Ridwan lebih jauh mengungkapkan, dalam peraturan BKN Nomor 24 Tahun 2017, cuti alasan penting maksimal satu bulan bisa diberikan dengan syarat.
"Kalau pejabat yang berwenang atau atasannya mengizinkan dan bisa membuktikan surat keterangan rawat inap dari rumah sakit atau puskesmas selama satu bulan, monggo saja," dia menjelaskan.
Namun saat ini, Ridwan mengaku, melahirkan dengan cara normal biasanya rawat inap hanya dua hari. Sementara operasi caesar paling lama satu minggu.
Menteri Pendayagunaan Aparatur Negara dan Reformasi Birokrasi (PANRB) Asman Abnur pun angkat bicara dengan aturan BKN tersebut. Dia mengungkapkan, sebenarnya tidak ada aturan yang menyatakan jika PNS pria boleh mengambil cuti selama 1 bulan untuk menemani istrinya melahirkan.
"Enggak ada kata-kata (dalam aturan) yang dibolehkan sampai 1 bulan," ujar dia di Kompleks Istana Kepresidenan, Jakarta, Kamis (15/3/2018).
Menurut dia, ketentuan dan tata cara cuti bagi para PNS telah diatur dalam Peraturan Pemerintah (PP) Nomor 11 tahun 2017 tentang Manajemen Pegawai Negeri Sipil dan dalam Peraturan Kepala (Perka) Badan Kepegawaian Nasional (BKN).
Dalam payung hukum tersebut, lanjut Asman, PNS pria diizinkan untuk mendapatkan cuti lebih panjang bila istrinya melahirkan kemudian harus dirawat di rumah sakit. Peraturan cuti itu sudah diatur dalam PP 11/2017.

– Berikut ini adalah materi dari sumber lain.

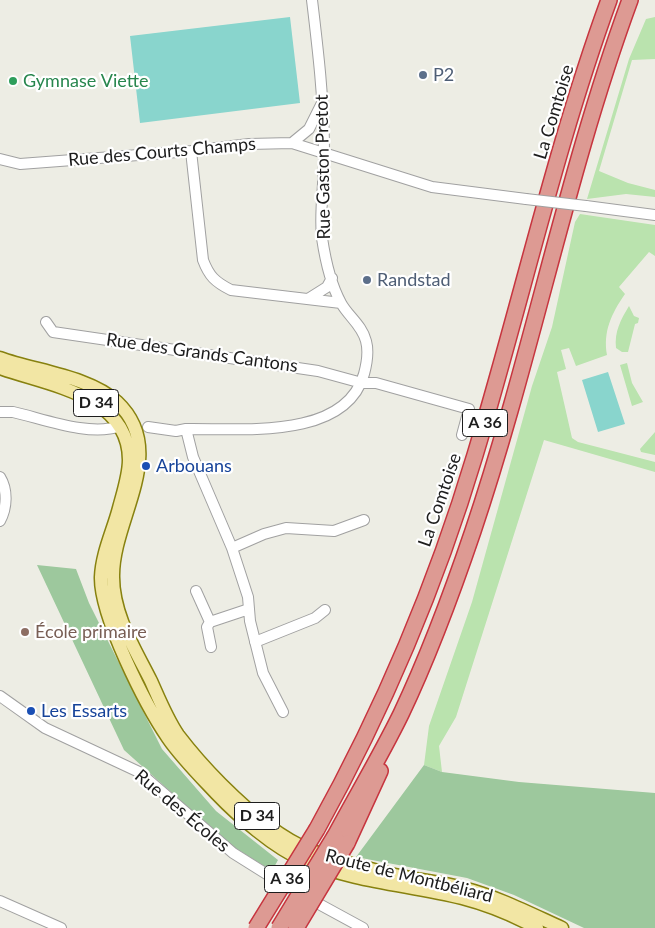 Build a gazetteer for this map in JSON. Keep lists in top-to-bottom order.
{
  "streets": {
    "highway": ["La Comtoise", "A 36"],
    "main road": ["D 34", "Route de Montbéliard"],
    "street": [
      "Rue des Courts Champs",
      "Rue Gaston Pretot",
      "Rue des Grands Cantons",
      "Rue des Écoles"
    ]
  },
  "crossings": [
    ["Rue des Courts Champs", "Rue Gaston Pretot"],
    ["Rue Gaston Pretot", "Rue des Grands Cantons"]
  ],
  "places": [
    "P2",
    "Gymnase Viette",
    "Randstad",
    "Arbouans",
    "École primaire",
    "Les Essarts"
  ]
}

"Kaitan dengan pria diatur dalam Perka BKN. Dalam Perka itu sebenarnya pria yang bisa diizinkan untuk cuti, apabila istrinya dirawat di RS. Jadi selama dirawat, misalnya berapa hari, dia diizinkan selama istrinya dirawat di rumah sakit, karena melahirkan. Kalau dirawat ya," jelas dia.
Sedangkan jika istrinya tidak harus mendapatkan perawatan lebih lanjut di rumah sakit dan bisa segera diizinkan pulang pasca melahirkan, maka aturan cuti bagi PNS pria sesuai yang telah ditentukan. Namun Asman mengaku tidak hapal berapa lama cuti normal yang diizinkan bagi PNS pria untuk menemani istrinya melahirkan.
"Kalau tidak dirawat cutinya sesuai dengan aturan. Kalau tidak salah dalam Perka itu sudah diatur, hanya beberapa hari. Jadi kalau istrinya dirawat baru diberikan cuti. Tapi tata caranya pun sudah diatur di dalam Perka itu. Bukan dibolehkan cuti satu bulan, itu salah pengertian," tandas dia.
Layanan Bisa Terganggu?
Direktur Jenderal Kependudukan dan Pencatatan Sipil Kementerian Dalam Negeri Zudan Arif Fakrulloh menjelaskan, langkah BKN memberikan cuti kepada PNS pria untuk menemani istrinya melahirkan ini memberikan dampak positif."Aturannya diperbolehkan dan ini bagus sekali ya," tuturnya kepada Liputan6.com.
Adanya jatah cuti selama satu bulan tersebut tidak akan berdampak negatif terhadap kinerja PNS dalam menjalani tugas untuk melayani masyarakat. "Di PNS itu kerjanya kan kerja tim. Jadi bisa digantikan oleh PNS yang lain bila yang satu cuti," ungkapnya.
Pengamat kebijakan pelayanan publik Universitas Indonesia (UI) Lina Miftahul Jannah juga mengatakan hal yang sama terkait kebijakan baru ini.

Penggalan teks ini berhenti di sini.